> _EXERCISE DETAILS_: Word for word, repeat the data that follows. Do not include the pictures.

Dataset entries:

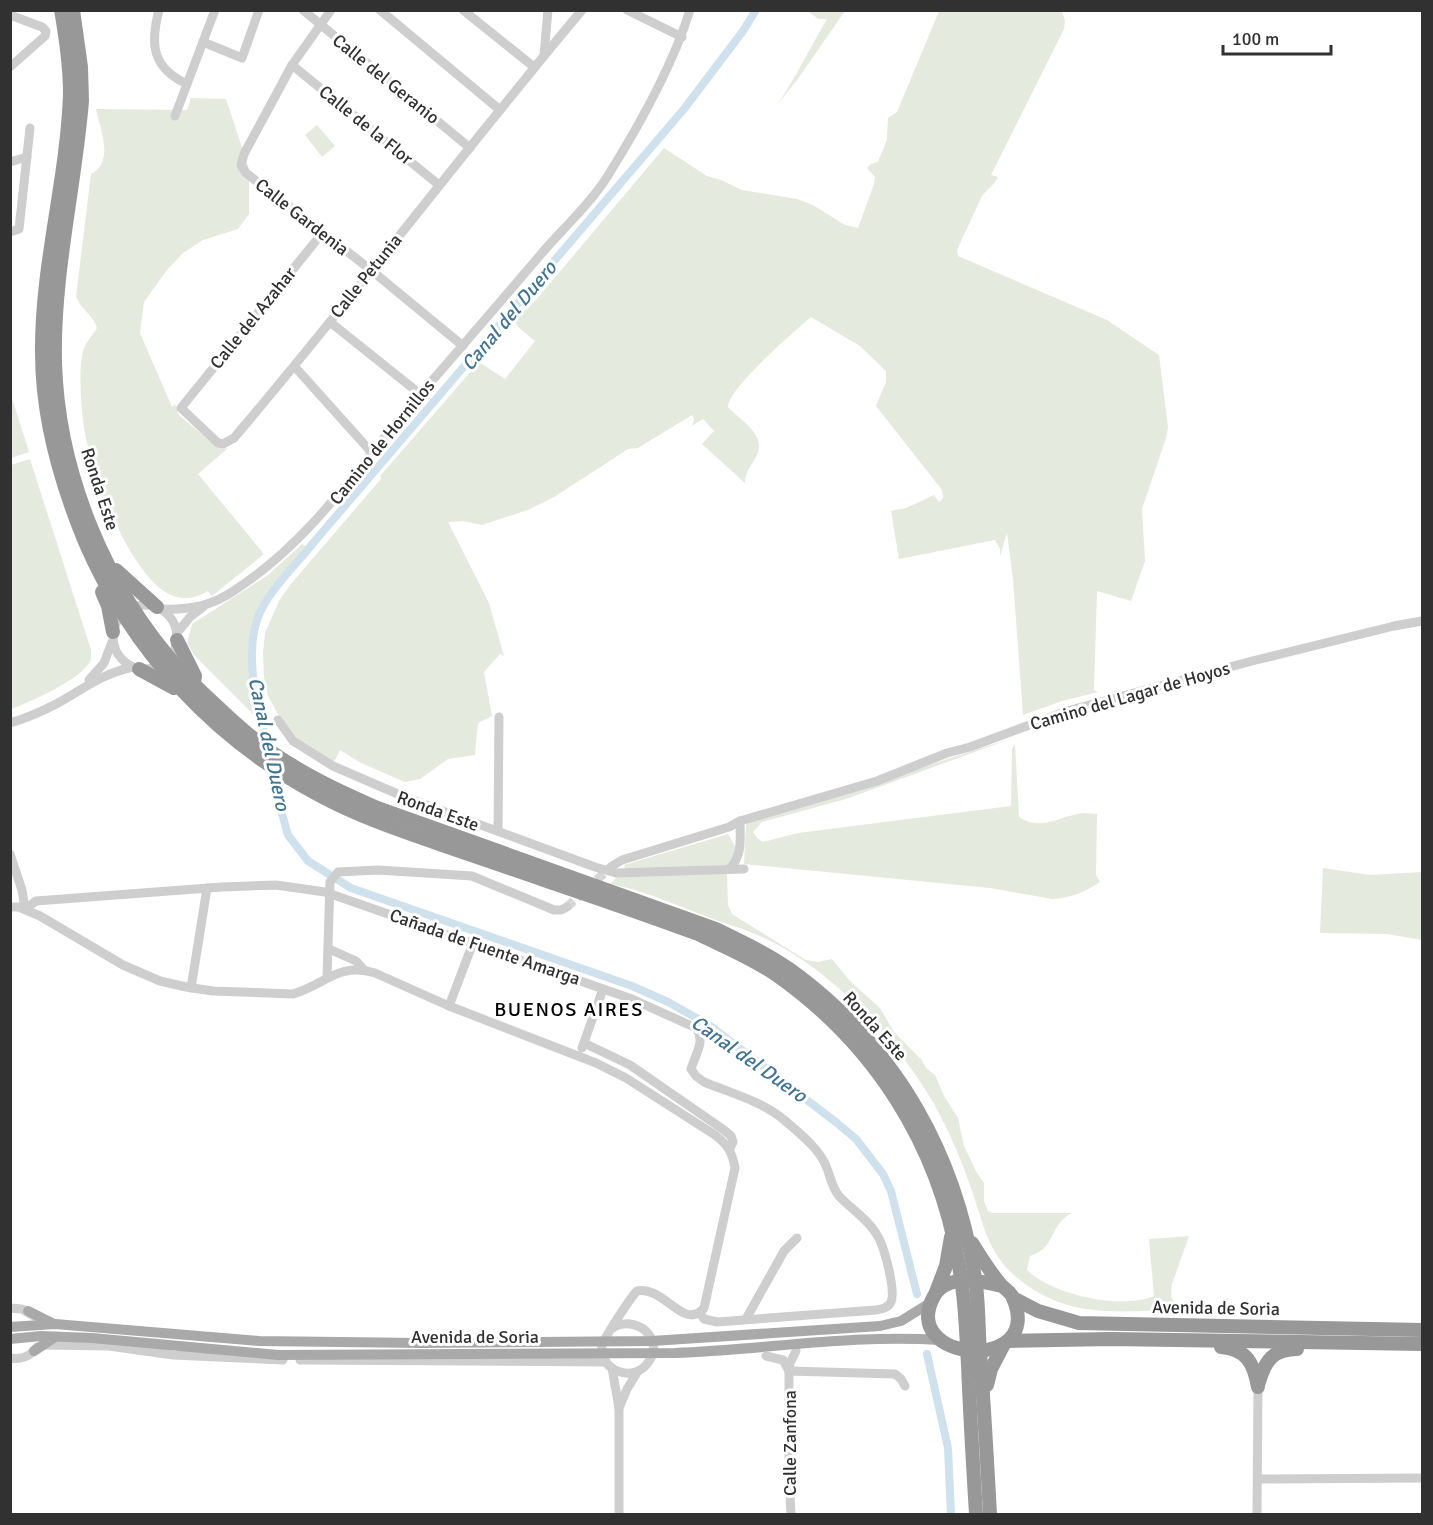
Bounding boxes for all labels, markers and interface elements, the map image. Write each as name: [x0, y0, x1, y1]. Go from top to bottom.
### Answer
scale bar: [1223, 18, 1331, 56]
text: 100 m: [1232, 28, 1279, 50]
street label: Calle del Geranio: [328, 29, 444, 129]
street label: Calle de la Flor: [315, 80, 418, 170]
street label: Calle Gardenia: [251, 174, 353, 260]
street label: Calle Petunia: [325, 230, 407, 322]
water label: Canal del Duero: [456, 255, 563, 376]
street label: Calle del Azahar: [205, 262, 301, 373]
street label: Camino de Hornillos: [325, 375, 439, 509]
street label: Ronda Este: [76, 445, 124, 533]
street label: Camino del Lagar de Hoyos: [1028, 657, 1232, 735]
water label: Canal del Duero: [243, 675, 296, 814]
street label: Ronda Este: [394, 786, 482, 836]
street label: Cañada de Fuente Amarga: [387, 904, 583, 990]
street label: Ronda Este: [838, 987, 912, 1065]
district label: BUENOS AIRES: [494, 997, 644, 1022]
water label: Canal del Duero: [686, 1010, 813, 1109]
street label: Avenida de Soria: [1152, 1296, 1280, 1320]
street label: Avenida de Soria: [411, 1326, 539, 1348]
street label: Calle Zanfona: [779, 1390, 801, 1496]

> _COMPLETED EXERCISE_:
Bounding boxes for all labels, markers and interface elements, the map image. Write each as name: [x0, y0, x1, y1]. Go from top to bottom.
### Answer
scale bar: [1223, 18, 1331, 56]
text: 100 m: [1232, 28, 1279, 50]
street label: Calle del Geranio: [328, 29, 444, 129]
street label: Calle de la Flor: [315, 80, 418, 170]
street label: Calle Gardenia: [251, 174, 353, 260]
street label: Calle Petunia: [325, 230, 407, 322]
water label: Canal del Duero: [456, 255, 563, 376]
street label: Calle del Azahar: [205, 262, 301, 373]
street label: Camino de Hornillos: [325, 375, 439, 509]
street label: Ronda Este: [76, 445, 124, 533]
street label: Camino del Lagar de Hoyos: [1028, 657, 1232, 735]
water label: Canal del Duero: [243, 675, 296, 814]
street label: Ronda Este: [394, 786, 482, 836]
street label: Cañada de Fuente Amarga: [387, 904, 583, 990]
street label: Ronda Este: [838, 987, 912, 1065]
district label: BUENOS AIRES: [494, 997, 644, 1022]
water label: Canal del Duero: [686, 1010, 813, 1109]
street label: Avenida de Soria: [1152, 1296, 1280, 1320]
street label: Avenida de Soria: [411, 1326, 539, 1348]
street label: Calle Zanfona: [779, 1390, 801, 1496]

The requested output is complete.